Consider $n\in\Z$ and p is prime. If n is not 0, there will be a nonnegative integer a allows $p^a|n$ and $p^{a+1} \nmid n $. We call a as the order of n at p, denoted as $\text{ord}_pn$. $\text{ord}_pn$ is the number of times p divides n.

Lemma 1

Every nonzero integer can be written as a product of primes.

Proof:

Assume N is the smallest positive non-prime number, that cannot be written as a product of primes. We have $N=pq$, where $1<p,q<N$​, p,q are not primes. So there is a contradiction.
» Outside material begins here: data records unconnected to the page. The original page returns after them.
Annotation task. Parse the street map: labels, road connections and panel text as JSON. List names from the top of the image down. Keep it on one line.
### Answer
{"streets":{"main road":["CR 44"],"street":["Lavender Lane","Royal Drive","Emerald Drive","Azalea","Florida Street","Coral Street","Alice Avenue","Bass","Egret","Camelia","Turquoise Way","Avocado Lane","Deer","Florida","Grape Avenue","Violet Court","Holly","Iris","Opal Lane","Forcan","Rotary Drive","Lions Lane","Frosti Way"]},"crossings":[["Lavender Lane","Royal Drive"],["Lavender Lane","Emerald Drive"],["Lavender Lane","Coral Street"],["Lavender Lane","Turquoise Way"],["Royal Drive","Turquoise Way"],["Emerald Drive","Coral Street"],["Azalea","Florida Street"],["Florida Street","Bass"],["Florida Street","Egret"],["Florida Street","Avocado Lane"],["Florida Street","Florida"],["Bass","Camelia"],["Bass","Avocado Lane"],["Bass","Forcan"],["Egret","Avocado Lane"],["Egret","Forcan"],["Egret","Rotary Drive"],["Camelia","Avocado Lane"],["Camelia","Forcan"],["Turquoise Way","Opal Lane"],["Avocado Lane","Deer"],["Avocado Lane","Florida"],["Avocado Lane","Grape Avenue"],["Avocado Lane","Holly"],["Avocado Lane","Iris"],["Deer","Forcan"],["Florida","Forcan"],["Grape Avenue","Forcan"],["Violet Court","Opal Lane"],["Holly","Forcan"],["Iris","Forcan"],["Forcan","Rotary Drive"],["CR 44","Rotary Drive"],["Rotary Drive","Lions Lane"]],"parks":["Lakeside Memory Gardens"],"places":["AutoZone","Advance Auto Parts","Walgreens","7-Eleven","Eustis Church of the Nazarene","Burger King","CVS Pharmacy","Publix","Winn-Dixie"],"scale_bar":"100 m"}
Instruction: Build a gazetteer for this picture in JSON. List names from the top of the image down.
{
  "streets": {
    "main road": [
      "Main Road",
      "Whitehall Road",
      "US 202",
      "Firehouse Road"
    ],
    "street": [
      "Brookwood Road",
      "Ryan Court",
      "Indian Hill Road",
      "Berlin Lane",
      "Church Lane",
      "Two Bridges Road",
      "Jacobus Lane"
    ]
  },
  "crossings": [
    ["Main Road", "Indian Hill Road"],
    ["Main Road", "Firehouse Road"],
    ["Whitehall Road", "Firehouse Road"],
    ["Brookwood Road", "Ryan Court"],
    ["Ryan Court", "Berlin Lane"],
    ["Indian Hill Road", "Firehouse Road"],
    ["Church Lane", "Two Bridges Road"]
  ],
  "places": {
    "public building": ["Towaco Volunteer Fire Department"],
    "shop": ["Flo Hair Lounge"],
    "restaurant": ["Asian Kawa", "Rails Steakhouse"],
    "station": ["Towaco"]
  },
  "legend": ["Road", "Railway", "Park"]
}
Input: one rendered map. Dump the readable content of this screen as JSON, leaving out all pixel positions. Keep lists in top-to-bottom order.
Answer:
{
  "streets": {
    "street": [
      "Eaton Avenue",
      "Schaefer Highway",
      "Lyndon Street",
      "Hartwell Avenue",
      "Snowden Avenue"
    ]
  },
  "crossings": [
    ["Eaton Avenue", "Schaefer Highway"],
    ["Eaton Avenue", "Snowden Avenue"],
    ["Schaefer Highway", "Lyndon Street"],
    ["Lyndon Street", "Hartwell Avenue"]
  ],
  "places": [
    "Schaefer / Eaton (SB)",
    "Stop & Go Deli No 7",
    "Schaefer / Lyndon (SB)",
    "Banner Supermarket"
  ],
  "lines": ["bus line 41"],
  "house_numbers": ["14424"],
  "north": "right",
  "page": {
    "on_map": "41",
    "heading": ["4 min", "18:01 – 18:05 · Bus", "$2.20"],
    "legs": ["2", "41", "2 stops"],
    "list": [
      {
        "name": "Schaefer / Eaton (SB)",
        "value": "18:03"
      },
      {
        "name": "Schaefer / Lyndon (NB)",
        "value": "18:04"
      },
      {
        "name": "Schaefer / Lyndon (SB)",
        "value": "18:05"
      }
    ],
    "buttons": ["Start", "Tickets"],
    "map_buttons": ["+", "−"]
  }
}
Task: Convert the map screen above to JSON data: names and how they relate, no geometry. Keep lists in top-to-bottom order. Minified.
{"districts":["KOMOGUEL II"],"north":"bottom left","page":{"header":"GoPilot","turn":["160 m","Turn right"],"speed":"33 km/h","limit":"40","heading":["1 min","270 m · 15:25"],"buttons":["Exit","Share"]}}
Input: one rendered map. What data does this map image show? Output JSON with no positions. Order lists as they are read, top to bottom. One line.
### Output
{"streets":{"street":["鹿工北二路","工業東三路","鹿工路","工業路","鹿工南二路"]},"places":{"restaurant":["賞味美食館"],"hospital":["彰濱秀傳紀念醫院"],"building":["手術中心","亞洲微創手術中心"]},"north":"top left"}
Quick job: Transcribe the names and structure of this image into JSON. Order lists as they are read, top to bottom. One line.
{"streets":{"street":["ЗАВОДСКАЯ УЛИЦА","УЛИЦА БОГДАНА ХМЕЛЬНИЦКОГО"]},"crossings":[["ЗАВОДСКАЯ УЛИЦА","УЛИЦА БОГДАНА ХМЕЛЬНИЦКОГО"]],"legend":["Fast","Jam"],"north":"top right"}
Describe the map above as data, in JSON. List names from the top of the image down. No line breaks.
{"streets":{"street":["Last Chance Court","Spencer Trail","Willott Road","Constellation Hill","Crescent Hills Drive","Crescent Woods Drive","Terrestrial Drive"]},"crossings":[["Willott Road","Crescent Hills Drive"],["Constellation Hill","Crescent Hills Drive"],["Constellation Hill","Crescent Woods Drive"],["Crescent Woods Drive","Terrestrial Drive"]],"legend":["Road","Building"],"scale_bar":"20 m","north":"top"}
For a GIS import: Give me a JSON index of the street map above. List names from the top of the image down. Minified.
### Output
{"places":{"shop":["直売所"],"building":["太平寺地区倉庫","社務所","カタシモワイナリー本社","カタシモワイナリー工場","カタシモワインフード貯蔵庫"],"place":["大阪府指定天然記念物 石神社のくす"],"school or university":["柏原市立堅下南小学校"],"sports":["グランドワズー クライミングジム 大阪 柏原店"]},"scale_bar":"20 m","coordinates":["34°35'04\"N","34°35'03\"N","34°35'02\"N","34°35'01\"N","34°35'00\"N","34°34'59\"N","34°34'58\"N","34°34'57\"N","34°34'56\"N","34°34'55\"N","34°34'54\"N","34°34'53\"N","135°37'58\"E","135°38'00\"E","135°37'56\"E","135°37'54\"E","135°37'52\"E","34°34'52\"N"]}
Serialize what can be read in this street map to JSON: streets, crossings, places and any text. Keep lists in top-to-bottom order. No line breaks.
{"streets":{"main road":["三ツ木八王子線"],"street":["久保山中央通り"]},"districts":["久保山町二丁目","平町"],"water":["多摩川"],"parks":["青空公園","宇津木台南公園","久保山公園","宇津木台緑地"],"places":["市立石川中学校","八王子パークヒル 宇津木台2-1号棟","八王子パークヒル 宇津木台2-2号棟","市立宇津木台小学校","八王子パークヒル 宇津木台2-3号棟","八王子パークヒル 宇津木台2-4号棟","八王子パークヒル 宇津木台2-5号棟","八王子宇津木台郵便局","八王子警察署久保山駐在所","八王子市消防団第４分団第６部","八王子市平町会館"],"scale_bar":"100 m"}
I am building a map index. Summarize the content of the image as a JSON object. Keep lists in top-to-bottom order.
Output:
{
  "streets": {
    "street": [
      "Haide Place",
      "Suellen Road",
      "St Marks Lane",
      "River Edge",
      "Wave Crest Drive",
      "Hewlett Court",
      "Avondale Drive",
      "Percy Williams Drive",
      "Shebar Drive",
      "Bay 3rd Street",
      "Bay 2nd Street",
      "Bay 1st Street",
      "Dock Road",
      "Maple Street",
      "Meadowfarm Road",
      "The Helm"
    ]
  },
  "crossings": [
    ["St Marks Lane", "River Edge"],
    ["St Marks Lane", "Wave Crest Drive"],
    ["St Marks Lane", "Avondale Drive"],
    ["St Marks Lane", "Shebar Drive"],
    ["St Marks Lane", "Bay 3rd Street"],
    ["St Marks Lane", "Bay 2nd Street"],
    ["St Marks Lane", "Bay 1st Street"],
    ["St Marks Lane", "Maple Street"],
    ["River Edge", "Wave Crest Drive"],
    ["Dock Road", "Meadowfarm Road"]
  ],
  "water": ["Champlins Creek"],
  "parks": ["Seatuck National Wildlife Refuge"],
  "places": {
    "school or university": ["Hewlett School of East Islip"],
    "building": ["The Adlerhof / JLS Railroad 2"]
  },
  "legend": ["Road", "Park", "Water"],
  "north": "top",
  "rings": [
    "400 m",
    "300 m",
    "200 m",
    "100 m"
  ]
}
So we have: $$n=(-1)^{\epsilon(n)}\prod_{p}p^{a(p)}$$ where $\epsilon(n)=1$ when n is negative, 0 when n is positive. $a(p)$ are $\text{ord}_{p}n$​.

Lemma 2

For $a,b\in\Z$, with $b > 0$, there exist unique $q,r\in\Z$ such that $a = qb + r$, where $0 \leq r < b$​.

Proof:

Consider a set $S=\\{ a-xb|\ x \in \mathbb{Z},a-bx\geq 0 \\}$ and $r = a -qb \in S$ as a minimal nonnegative element, $r > 0$.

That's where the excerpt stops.